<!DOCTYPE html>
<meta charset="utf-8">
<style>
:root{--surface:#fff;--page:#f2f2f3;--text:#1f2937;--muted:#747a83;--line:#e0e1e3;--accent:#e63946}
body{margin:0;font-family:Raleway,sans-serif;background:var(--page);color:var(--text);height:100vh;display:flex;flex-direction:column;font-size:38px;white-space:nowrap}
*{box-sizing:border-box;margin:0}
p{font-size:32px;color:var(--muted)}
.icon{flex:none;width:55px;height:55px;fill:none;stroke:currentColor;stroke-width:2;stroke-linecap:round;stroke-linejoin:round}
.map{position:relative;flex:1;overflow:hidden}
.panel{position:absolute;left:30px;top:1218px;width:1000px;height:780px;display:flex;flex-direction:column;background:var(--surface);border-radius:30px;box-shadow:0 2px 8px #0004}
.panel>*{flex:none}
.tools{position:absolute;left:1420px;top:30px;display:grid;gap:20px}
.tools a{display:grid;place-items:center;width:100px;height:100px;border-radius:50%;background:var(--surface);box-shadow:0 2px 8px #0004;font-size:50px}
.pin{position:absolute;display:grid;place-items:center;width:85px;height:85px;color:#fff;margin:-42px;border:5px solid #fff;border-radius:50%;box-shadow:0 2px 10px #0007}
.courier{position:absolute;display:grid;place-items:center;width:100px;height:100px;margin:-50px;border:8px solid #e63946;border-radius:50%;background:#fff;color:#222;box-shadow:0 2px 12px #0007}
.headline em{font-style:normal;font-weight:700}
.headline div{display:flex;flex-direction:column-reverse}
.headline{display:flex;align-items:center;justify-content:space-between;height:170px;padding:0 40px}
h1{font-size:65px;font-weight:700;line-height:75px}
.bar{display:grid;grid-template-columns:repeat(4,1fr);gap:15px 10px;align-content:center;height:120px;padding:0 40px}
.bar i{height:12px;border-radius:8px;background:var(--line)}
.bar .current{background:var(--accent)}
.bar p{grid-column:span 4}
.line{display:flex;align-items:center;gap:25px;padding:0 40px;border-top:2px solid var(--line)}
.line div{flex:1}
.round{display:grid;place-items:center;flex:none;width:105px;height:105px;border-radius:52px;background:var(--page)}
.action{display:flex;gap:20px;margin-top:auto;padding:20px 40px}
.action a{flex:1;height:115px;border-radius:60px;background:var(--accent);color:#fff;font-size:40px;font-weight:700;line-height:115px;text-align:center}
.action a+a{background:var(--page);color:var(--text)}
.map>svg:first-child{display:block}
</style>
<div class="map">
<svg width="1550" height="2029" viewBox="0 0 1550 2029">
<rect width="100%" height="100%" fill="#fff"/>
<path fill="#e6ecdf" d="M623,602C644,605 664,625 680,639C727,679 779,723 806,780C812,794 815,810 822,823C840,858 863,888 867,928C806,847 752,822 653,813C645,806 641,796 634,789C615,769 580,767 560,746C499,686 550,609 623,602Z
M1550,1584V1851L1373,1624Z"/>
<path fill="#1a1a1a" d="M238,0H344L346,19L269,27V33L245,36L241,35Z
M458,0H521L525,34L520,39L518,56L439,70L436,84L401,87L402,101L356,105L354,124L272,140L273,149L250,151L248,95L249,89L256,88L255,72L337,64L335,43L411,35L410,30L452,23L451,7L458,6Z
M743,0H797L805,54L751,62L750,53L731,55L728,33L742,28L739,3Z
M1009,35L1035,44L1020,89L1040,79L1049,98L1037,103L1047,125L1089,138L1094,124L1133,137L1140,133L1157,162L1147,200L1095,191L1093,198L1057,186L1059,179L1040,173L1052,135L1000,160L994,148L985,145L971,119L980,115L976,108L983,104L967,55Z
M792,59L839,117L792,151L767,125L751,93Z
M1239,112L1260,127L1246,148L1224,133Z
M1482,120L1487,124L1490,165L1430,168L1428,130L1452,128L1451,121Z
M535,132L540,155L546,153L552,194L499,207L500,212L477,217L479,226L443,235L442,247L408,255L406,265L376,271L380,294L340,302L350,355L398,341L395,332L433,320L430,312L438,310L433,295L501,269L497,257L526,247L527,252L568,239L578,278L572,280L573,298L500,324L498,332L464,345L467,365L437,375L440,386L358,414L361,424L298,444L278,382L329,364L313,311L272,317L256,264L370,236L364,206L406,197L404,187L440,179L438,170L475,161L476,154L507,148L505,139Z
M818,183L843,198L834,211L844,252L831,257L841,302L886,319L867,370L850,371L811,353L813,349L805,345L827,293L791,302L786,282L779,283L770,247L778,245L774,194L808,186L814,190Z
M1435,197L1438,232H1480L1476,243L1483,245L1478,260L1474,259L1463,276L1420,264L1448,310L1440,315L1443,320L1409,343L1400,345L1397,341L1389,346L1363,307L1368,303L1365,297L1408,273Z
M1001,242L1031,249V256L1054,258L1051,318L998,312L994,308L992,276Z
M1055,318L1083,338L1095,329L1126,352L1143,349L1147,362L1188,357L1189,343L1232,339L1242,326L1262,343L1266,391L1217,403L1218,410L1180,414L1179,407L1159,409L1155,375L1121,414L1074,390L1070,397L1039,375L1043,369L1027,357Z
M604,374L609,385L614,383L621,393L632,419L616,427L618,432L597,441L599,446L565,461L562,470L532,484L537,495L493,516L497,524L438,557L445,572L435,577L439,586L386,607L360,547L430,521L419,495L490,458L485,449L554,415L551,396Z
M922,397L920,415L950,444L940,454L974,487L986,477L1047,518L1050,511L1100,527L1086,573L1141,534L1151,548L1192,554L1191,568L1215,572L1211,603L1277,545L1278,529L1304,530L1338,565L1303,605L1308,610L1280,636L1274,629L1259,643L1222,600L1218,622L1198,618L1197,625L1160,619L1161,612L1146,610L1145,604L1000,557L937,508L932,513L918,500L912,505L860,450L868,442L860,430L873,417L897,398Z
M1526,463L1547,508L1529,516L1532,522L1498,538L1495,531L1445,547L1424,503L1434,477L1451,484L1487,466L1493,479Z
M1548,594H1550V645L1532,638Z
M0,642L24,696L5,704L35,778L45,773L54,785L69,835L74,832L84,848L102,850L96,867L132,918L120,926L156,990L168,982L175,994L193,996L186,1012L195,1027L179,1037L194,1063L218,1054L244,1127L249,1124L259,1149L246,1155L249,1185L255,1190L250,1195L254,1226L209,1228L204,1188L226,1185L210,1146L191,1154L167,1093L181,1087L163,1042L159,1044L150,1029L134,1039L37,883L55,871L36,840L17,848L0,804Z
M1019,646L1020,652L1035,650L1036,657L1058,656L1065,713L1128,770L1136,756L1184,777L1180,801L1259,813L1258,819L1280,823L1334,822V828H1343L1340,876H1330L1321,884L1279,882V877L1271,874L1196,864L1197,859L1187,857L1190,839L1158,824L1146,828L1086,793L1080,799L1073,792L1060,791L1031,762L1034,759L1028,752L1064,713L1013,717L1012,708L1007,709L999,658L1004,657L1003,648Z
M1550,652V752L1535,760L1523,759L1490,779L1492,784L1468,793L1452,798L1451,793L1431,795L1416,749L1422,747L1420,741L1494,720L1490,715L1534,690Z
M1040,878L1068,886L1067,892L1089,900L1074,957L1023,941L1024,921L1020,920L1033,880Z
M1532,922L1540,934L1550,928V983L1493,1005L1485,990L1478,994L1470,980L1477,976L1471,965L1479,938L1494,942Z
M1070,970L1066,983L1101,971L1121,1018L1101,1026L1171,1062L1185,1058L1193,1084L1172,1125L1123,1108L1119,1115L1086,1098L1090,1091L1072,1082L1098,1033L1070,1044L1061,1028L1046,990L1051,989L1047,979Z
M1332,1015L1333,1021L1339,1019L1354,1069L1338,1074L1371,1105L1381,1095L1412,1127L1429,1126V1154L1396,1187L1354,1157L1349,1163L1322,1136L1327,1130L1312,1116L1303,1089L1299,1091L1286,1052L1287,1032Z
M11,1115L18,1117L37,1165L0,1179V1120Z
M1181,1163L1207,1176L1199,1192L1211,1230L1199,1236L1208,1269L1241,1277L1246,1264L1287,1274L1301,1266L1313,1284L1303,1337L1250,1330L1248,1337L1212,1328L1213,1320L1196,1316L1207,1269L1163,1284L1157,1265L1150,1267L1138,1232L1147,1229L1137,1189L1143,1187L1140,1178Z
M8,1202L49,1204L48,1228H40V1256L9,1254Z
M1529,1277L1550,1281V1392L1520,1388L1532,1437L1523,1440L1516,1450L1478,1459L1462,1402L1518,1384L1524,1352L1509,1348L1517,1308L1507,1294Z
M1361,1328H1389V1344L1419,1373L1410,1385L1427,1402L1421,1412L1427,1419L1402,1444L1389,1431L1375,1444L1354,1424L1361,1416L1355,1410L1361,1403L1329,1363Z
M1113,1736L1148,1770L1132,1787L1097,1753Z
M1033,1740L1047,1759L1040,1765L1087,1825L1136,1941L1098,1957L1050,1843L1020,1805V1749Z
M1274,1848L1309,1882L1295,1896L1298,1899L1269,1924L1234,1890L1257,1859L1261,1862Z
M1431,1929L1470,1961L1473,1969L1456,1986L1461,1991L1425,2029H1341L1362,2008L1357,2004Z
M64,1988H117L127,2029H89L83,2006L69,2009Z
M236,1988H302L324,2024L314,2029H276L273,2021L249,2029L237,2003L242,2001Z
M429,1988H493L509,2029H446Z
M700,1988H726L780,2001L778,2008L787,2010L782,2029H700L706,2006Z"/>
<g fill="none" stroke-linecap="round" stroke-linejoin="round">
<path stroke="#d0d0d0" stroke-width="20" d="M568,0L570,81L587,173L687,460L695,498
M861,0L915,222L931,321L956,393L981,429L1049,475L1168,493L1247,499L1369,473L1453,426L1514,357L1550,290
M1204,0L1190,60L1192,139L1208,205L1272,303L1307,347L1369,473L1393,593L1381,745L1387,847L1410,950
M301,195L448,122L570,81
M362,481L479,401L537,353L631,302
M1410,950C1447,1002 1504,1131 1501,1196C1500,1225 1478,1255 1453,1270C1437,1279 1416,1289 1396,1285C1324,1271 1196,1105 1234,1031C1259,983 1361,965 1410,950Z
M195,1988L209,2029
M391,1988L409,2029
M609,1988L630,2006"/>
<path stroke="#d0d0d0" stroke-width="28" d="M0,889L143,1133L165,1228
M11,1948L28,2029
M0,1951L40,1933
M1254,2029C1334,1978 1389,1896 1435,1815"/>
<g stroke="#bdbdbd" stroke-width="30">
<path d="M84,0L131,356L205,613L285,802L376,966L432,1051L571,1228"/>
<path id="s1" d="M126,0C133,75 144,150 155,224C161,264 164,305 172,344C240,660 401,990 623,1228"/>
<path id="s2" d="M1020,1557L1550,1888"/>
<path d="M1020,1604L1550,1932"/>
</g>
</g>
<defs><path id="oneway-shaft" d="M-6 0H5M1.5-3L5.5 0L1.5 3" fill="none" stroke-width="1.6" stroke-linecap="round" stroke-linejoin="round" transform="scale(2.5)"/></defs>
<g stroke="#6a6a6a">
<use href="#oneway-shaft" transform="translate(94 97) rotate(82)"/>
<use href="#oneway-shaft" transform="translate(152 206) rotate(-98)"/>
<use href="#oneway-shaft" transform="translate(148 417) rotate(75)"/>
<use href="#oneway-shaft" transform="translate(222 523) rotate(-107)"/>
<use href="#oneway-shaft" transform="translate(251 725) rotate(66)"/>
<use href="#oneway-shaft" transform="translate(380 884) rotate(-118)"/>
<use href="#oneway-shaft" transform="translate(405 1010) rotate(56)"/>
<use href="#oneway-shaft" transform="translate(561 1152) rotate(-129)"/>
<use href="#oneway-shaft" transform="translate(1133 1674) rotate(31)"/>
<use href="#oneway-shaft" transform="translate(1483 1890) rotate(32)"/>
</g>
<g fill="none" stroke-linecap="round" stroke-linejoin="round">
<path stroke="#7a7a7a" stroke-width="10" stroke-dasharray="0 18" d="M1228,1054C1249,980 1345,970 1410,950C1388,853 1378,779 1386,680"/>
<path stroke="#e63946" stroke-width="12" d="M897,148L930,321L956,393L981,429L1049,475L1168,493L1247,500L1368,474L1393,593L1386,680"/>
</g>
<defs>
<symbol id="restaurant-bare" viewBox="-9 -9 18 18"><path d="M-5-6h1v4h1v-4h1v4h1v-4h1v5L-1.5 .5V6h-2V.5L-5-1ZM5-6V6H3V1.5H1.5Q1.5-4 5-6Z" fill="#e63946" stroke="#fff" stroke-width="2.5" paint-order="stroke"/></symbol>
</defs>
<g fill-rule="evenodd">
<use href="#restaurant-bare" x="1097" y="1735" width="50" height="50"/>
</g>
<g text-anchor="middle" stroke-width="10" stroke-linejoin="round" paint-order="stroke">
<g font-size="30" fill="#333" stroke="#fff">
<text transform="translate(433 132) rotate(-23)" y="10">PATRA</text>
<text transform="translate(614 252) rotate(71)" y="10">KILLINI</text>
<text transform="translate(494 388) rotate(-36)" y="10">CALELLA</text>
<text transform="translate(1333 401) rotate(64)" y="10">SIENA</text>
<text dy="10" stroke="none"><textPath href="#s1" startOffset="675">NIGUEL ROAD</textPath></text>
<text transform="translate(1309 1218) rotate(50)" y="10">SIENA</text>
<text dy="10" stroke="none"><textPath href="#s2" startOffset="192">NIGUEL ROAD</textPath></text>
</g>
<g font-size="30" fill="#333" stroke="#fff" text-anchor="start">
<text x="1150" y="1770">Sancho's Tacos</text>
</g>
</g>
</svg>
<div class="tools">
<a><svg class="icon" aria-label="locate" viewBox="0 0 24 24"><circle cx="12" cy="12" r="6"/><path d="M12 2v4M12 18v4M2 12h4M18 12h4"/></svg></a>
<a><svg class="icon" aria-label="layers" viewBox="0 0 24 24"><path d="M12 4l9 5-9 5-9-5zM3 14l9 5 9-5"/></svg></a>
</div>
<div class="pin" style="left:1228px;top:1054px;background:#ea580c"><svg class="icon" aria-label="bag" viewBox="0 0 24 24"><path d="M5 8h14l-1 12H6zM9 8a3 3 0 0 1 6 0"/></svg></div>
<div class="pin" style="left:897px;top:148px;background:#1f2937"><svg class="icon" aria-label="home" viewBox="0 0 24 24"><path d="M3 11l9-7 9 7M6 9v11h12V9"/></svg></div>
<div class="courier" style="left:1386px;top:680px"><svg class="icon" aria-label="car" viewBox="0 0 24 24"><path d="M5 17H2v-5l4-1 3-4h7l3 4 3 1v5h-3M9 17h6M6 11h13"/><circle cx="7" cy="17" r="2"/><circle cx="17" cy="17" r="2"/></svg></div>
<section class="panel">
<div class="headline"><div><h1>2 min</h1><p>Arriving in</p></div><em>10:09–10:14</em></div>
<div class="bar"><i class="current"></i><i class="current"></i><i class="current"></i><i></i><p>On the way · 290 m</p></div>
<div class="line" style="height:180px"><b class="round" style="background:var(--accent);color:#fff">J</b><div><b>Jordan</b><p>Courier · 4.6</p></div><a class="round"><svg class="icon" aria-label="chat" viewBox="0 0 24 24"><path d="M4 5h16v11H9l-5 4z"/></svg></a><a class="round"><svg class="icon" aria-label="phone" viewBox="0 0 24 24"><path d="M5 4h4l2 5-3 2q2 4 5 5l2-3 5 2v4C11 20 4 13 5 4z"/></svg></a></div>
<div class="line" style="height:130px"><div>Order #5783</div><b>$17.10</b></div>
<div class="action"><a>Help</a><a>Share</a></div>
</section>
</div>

^^^^

## EXERCISE DETAILS
Using the material above, copy every line in which the string "headline" occurs.

## RESPONSE TO THE EXERCISE
.headline em{font-style:normal;font-weight:700}
.headline div{display:flex;flex-direction:column-reverse}
.headline{display:flex;align-items:center;justify-content:space-between;height:170px;padding:0 40px}
<div class="headline"><div><h1>2 min</h1><p>Arriving in</p></div><em>10:09–10:14</em></div>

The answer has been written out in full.